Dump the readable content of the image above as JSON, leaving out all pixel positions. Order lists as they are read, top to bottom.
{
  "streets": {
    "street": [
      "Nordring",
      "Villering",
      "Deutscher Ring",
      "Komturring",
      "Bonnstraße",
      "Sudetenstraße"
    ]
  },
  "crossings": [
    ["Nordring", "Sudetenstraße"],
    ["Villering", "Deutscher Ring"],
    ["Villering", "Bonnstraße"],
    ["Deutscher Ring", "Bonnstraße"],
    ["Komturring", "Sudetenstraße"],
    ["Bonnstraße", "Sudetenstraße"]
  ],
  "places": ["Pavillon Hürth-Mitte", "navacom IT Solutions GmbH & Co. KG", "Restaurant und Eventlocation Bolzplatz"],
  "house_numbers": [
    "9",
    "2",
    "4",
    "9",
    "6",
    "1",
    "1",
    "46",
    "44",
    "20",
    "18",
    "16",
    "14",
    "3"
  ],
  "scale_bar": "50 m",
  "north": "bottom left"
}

— TASK REQUIREMENTS —
All of the entries above need to be set down again exactly.

— RESULT OF THE EXERCISE —
Dump the readable content of the image above as JSON, leaving out all pixel positions. Order lists as they are read, top to bottom.
{
  "streets": {
    "street": [
      "Nordring",
      "Villering",
      "Deutscher Ring",
      "Komturring",
      "Bonnstraße",
      "Sudetenstraße"
    ]
  },
  "crossings": [
    ["Nordring", "Sudetenstraße"],
    ["Villering", "Deutscher Ring"],
    ["Villering", "Bonnstraße"],
    ["Deutscher Ring", "Bonnstraße"],
    ["Komturring", "Sudetenstraße"],
    ["Bonnstraße", "Sudetenstraße"]
  ],
  "places": ["Pavillon Hürth-Mitte", "navacom IT Solutions GmbH & Co. KG", "Restaurant und Eventlocation Bolzplatz"],
  "house_numbers": [
    "9",
    "2",
    "4",
    "9",
    "6",
    "1",
    "1",
    "46",
    "44",
    "20",
    "18",
    "16",
    "14",
    "3"
  ],
  "scale_bar": "50 m",
  "north": "bottom left"
}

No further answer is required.